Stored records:
------------------------------------------------
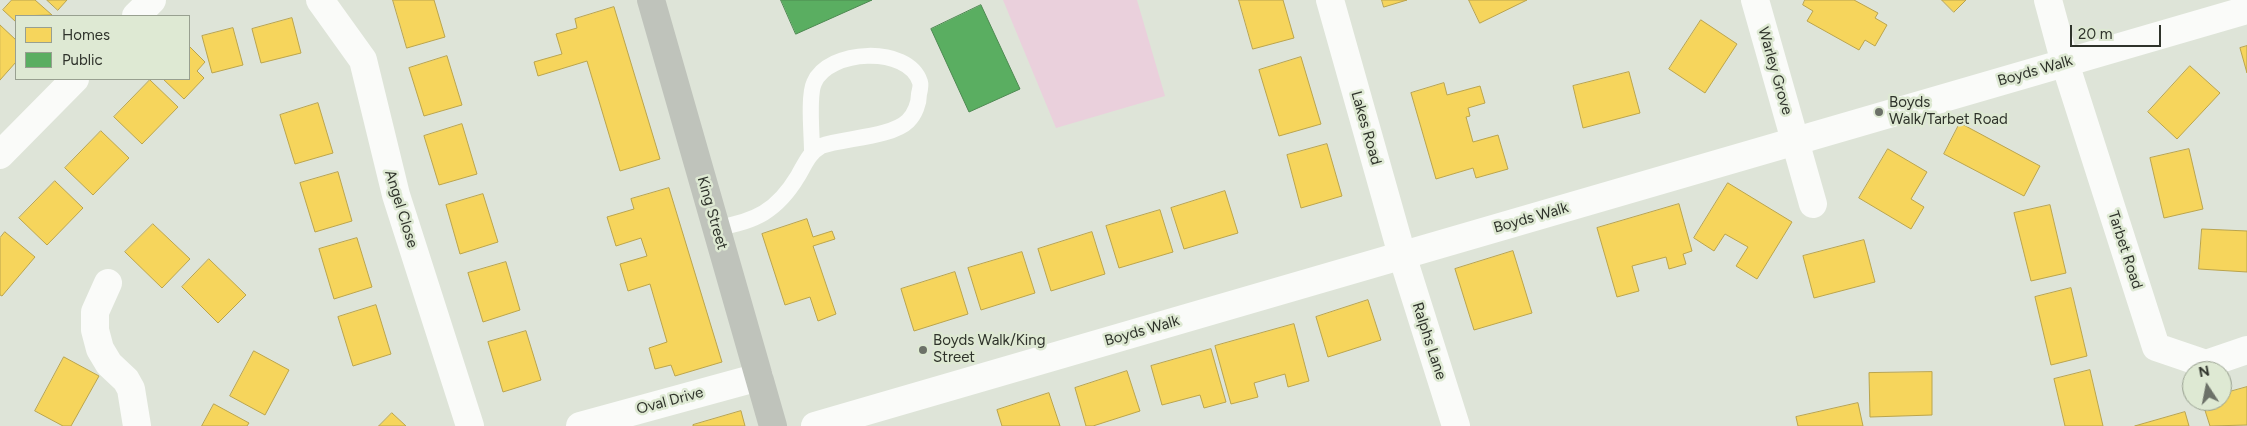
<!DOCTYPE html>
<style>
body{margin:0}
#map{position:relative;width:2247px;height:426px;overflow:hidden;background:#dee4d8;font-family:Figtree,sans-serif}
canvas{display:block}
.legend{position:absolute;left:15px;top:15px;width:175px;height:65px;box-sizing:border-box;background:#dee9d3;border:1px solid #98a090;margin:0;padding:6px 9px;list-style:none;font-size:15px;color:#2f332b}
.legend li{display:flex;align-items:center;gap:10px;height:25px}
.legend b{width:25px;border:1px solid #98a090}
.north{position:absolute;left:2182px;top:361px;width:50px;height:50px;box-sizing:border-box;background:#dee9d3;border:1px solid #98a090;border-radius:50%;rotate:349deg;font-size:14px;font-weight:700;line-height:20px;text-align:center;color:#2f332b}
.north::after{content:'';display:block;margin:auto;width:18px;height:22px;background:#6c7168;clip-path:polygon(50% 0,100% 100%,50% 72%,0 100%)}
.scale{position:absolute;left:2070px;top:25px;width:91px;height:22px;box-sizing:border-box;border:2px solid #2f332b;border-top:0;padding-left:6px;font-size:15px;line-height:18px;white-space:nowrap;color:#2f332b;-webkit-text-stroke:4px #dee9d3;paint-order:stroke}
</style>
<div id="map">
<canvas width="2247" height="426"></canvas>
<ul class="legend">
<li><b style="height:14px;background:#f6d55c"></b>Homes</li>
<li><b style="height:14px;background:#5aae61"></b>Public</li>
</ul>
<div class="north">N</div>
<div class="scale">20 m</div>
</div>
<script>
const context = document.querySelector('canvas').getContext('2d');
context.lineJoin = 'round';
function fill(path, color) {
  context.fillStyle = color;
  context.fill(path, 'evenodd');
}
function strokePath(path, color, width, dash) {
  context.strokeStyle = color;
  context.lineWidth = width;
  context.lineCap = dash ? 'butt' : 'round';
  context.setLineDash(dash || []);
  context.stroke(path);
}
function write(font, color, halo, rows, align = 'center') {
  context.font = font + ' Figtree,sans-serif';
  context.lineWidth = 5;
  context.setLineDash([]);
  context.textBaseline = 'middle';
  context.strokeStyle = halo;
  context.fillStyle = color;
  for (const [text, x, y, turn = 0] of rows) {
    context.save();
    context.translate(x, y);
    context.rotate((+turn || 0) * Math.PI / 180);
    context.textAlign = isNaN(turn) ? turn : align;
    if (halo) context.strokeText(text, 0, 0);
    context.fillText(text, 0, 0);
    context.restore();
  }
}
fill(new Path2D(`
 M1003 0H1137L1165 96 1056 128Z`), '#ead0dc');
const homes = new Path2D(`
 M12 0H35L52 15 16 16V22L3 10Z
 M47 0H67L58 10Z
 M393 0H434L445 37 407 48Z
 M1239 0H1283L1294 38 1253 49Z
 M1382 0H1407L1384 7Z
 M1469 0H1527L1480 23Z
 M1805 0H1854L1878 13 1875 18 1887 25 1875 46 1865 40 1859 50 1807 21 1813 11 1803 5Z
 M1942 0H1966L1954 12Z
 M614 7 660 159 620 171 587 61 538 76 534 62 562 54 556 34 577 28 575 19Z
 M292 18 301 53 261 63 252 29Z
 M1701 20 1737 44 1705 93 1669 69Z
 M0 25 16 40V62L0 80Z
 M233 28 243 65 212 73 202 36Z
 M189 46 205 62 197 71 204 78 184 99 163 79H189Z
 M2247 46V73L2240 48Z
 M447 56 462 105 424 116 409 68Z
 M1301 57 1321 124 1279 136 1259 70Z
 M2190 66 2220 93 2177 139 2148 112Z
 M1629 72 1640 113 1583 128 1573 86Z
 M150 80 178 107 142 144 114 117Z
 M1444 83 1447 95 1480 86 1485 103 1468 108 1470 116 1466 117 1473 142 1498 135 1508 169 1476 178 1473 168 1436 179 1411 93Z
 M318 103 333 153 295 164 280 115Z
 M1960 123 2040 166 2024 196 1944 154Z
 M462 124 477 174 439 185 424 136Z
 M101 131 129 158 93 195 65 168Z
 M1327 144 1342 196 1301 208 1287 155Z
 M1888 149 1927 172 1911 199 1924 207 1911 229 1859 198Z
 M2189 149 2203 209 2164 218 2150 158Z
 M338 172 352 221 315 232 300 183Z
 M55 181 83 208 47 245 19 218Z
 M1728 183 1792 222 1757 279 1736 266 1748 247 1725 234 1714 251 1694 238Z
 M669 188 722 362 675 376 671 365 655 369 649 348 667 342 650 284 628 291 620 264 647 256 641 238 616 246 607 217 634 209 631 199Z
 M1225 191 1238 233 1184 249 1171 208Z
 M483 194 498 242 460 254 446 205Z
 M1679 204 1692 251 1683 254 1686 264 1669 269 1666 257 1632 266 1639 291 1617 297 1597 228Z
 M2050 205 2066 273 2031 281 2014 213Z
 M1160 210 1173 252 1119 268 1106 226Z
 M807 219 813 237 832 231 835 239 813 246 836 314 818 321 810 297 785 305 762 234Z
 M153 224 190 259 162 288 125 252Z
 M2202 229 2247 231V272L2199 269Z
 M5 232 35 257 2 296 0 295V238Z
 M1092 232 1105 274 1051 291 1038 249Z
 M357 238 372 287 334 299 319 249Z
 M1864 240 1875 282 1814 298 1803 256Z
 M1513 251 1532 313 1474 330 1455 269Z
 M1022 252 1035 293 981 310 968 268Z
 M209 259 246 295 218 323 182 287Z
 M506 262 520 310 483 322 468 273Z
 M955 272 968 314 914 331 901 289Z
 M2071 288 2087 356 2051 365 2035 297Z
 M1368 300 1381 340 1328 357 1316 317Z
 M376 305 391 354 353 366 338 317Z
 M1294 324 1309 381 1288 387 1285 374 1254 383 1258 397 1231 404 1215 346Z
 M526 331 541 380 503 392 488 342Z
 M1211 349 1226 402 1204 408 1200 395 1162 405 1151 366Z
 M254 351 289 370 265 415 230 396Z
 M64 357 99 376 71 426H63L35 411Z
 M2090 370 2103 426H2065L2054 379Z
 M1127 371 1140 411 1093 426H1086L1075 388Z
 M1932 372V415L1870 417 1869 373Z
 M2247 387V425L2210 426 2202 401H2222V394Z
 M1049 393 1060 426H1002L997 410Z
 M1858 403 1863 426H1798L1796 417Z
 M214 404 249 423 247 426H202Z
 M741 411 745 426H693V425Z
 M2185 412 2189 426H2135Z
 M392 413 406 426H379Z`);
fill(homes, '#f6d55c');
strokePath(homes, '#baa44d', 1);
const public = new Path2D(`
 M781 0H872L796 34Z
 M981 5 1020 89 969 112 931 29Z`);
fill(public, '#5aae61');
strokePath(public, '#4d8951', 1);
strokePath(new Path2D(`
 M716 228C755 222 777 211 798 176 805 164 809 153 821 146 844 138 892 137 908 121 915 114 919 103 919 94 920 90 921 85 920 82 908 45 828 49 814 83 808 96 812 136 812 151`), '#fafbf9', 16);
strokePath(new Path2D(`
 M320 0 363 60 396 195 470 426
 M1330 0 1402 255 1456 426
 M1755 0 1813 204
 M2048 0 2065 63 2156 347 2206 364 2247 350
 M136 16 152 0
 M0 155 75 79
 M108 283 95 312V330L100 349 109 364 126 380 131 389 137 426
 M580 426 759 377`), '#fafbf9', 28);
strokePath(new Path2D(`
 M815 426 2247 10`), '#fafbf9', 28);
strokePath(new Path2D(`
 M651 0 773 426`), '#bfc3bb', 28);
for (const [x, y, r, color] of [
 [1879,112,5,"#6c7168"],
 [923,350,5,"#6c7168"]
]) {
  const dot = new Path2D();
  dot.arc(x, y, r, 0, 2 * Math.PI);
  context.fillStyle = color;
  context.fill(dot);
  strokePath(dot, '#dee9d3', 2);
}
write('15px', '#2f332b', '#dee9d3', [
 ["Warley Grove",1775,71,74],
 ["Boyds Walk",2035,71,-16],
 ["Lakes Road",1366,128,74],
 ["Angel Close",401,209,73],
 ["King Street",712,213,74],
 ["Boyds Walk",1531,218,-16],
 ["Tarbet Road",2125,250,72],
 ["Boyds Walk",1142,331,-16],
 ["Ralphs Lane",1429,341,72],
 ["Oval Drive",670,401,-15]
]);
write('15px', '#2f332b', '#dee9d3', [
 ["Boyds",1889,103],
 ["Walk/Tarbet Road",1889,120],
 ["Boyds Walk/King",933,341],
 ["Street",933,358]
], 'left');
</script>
------------------------------------------------
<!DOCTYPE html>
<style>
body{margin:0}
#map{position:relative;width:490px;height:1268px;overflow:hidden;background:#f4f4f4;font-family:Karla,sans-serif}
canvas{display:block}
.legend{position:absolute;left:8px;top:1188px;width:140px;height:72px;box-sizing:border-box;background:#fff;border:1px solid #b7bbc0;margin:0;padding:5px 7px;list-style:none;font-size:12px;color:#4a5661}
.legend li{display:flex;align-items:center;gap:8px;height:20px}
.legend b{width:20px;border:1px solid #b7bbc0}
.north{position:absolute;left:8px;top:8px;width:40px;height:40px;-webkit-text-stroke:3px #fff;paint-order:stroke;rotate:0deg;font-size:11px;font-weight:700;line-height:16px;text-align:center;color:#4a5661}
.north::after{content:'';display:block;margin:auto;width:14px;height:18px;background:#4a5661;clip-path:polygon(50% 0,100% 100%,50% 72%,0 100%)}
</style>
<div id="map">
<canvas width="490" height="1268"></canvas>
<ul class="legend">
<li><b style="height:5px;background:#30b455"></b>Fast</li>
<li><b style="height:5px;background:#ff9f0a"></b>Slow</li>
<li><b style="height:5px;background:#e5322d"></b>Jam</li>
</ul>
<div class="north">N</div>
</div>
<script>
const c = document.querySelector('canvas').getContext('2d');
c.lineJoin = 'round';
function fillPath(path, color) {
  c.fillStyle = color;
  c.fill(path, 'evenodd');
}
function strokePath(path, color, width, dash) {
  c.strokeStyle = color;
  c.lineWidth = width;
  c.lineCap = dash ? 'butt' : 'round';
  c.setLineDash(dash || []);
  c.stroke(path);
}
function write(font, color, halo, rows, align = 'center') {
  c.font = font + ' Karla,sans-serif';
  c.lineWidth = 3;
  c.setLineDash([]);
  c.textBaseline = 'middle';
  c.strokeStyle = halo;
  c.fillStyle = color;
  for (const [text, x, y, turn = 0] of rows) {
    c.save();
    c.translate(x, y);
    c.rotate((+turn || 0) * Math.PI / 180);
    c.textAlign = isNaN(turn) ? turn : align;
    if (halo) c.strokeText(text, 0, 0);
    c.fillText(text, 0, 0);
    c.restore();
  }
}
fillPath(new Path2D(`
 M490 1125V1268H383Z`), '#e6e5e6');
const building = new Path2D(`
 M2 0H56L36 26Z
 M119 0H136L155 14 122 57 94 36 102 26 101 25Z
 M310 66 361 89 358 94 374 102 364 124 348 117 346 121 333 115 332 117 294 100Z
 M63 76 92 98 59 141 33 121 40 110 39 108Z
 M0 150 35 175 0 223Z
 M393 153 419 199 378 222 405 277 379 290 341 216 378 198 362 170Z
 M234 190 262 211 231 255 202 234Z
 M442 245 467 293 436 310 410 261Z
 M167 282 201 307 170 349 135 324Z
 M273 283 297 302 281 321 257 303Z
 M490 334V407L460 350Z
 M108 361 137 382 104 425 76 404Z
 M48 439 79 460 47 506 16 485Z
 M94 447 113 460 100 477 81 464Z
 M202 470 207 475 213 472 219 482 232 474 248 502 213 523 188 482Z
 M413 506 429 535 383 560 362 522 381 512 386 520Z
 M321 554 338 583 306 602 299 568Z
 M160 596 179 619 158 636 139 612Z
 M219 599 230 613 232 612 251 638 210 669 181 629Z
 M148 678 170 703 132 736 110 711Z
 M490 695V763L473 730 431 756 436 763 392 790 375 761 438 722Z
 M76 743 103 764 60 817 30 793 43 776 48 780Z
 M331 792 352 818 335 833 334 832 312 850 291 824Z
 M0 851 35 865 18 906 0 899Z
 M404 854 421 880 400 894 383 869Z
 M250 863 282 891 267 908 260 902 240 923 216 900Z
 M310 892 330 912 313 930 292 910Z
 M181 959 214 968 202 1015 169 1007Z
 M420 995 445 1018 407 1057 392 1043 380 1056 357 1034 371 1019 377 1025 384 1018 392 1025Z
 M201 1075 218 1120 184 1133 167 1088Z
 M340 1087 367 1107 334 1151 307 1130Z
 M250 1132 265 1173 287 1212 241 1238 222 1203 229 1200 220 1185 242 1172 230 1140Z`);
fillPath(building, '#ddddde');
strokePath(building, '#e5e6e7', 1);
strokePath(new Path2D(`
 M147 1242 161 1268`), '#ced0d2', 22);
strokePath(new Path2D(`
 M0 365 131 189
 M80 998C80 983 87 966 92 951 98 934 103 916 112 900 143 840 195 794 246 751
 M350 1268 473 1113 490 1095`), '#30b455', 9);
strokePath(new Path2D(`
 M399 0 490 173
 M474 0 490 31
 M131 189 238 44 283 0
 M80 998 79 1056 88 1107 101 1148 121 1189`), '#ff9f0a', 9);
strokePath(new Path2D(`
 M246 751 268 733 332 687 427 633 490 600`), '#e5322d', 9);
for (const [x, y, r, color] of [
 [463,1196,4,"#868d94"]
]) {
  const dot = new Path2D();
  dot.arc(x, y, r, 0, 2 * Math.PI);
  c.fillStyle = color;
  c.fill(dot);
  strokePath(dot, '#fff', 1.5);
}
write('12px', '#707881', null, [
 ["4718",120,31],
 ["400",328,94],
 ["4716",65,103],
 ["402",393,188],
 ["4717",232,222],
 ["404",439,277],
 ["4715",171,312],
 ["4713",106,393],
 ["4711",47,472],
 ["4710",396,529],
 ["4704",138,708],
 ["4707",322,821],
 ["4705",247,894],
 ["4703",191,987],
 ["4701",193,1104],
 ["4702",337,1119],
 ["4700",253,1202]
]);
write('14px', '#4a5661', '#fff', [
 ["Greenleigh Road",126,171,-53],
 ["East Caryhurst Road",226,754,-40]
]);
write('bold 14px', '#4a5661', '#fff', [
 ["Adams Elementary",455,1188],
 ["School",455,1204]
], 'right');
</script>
------------------------------------------------
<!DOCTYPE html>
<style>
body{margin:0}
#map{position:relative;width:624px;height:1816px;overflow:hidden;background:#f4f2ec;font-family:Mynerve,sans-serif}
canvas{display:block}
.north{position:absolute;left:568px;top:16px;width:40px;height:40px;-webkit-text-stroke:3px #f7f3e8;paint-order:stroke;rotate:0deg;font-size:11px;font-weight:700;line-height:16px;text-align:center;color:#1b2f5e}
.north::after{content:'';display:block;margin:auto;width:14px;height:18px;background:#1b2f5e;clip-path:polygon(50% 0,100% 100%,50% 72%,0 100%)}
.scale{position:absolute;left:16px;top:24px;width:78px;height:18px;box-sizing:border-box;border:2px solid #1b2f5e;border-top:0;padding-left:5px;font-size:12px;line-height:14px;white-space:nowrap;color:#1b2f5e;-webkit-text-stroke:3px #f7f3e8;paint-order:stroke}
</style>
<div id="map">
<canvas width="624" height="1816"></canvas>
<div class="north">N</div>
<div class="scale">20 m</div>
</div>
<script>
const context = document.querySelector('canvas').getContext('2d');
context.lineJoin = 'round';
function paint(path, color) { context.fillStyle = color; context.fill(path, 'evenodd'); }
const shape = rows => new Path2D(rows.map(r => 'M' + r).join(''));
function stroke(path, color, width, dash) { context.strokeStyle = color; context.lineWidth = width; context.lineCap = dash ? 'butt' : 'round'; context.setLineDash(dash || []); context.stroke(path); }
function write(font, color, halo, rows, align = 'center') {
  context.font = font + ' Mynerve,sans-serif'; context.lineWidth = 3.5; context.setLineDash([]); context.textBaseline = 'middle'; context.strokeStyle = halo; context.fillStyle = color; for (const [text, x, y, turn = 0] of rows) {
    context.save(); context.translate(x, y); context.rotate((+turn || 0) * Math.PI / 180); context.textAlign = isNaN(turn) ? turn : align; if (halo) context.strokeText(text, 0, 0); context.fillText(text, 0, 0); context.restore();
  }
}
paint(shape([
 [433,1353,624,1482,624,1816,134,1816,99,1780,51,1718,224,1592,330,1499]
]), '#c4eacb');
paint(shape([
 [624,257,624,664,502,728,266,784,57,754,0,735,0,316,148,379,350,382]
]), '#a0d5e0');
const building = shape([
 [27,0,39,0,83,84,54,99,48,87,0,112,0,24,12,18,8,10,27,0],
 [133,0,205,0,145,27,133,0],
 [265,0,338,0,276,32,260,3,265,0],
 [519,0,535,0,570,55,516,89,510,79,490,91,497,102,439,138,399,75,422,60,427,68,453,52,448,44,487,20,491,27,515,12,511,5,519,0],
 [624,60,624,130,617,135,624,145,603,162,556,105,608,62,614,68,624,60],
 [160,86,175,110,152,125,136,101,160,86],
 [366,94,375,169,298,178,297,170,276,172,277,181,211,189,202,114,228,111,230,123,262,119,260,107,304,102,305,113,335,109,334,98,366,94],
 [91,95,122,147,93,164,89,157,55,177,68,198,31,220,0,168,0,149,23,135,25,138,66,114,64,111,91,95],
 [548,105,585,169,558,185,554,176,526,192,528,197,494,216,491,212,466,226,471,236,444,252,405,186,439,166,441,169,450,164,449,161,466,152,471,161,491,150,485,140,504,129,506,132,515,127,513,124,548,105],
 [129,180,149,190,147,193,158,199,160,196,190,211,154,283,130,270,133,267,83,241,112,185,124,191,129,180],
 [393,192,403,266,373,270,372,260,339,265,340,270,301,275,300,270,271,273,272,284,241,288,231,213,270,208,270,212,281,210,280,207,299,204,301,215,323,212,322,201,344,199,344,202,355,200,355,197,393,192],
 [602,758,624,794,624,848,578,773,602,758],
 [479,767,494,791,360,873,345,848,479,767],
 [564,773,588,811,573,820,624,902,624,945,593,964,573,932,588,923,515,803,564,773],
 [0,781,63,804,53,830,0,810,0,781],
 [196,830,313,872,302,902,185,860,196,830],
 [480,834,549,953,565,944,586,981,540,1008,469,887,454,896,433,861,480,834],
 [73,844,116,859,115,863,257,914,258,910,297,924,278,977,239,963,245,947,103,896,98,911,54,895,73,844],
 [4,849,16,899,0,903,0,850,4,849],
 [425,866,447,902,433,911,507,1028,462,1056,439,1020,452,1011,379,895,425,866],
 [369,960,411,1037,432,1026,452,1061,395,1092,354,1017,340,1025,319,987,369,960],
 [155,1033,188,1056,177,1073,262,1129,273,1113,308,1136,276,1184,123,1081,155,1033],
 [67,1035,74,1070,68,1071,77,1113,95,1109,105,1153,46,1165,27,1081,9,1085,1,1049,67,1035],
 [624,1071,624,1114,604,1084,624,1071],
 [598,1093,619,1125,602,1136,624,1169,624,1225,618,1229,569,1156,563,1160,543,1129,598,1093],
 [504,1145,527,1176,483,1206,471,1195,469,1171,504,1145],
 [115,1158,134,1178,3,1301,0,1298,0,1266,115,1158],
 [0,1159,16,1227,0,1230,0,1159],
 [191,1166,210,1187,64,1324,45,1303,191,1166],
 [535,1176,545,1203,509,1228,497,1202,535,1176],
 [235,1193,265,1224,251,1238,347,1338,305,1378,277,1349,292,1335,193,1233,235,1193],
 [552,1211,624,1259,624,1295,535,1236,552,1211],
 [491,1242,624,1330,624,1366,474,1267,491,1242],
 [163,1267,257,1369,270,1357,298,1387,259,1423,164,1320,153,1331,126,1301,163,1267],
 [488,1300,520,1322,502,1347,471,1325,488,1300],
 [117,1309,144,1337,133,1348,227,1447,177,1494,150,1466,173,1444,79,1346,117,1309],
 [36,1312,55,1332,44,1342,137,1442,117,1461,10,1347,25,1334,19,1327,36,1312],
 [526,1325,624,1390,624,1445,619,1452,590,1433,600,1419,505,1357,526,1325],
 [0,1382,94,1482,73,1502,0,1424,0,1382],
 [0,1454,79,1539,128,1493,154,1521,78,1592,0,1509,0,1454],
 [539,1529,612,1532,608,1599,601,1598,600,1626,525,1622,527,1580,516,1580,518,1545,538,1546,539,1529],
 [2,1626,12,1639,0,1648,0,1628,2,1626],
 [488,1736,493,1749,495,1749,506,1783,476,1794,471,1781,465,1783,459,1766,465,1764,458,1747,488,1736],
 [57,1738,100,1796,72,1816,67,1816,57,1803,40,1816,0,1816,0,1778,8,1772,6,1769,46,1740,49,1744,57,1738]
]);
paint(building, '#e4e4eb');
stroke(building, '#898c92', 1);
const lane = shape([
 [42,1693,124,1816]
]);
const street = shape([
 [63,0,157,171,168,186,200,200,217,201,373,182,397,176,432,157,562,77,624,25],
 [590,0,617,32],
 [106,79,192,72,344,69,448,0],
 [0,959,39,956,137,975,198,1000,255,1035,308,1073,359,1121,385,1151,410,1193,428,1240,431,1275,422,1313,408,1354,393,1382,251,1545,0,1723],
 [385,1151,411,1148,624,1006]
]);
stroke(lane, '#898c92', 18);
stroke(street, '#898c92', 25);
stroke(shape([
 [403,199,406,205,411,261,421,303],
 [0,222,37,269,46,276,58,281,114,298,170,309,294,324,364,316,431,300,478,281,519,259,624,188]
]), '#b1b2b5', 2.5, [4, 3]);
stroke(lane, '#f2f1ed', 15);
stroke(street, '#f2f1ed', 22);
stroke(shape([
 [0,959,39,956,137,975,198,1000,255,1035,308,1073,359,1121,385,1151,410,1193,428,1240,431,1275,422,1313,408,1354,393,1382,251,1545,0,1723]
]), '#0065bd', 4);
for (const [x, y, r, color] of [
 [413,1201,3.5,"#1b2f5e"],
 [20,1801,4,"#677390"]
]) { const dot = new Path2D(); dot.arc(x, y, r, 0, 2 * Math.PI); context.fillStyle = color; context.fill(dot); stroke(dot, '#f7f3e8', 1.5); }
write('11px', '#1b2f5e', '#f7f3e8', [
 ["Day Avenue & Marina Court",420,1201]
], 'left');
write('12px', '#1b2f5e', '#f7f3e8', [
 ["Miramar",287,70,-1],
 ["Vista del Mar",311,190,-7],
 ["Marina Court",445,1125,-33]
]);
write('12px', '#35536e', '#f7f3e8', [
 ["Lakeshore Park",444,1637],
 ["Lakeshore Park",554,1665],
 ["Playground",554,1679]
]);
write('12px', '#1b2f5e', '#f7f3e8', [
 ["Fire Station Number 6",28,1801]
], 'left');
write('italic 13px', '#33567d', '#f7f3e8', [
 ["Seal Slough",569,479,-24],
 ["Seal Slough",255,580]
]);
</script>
------------------------------------------------
• **TASK DIRECTIONS**:
Could you reproduce exactly the lines of the entries above, from the one with "M321 554 338 583 306 602 299 568Z" through the one with "strokePath(dot, '#fff', 1.5);", and nothing else?

• **EXERCISE OUTPUT**:
 M321 554 338 583 306 602 299 568Z
 M160 596 179 619 158 636 139 612Z
 M219 599 230 613 232 612 251 638 210 669 181 629Z
 M148 678 170 703 132 736 110 711Z
 M490 695V763L473 730 431 756 436 763 392 790 375 761 438 722Z
 M76 743 103 764 60 817 30 793 43 776 48 780Z
 M331 792 352 818 335 833 334 832 312 850 291 824Z
 M0 851 35 865 18 906 0 899Z
 M404 854 421 880 400 894 383 869Z
 M250 863 282 891 267 908 260 902 240 923 216 900Z
 M310 892 330 912 313 930 292 910Z
 M181 959 214 968 202 1015 169 1007Z
 M420 995 445 1018 407 1057 392 1043 380 1056 357 1034 371 1019 377 1025 384 1018 392 1025Z
 M201 1075 218 1120 184 1133 167 1088Z
 M340 1087 367 1107 334 1151 307 1130Z
 M250 1132 265 1173 287 1212 241 1238 222 1203 229 1200 220 1185 242 1172 230 1140Z`);
fillPath(building, '#ddddde');
strokePath(building, '#e5e6e7', 1);
strokePath(new Path2D(`
 M147 1242 161 1268`), '#ced0d2', 22);
strokePath(new Path2D(`
 M0 365 131 189
 M80 998C80 983 87 966 92 951 98 934 103 916 112 900 143 840 195 794 246 751
 M350 1268 473 1113 490 1095`), '#30b455', 9);
strokePath(new Path2D(`
 M399 0 490 173
 M474 0 490 31
 M131 189 238 44 283 0
 M80 998 79 1056 88 1107 101 1148 121 1189`), '#ff9f0a', 9);
strokePath(new Path2D(`
 M246 751 268 733 332 687 427 633 490 600`), '#e5322d', 9);
for (const [x, y, r, color] of [
 [463,1196,4,"#868d94"]
]) {
  const dot = new Path2D();
  dot.arc(x, y, r, 0, 2 * Math.PI);
  c.fillStyle = color;
  c.fill(dot);
  strokePath(dot, '#fff', 1.5);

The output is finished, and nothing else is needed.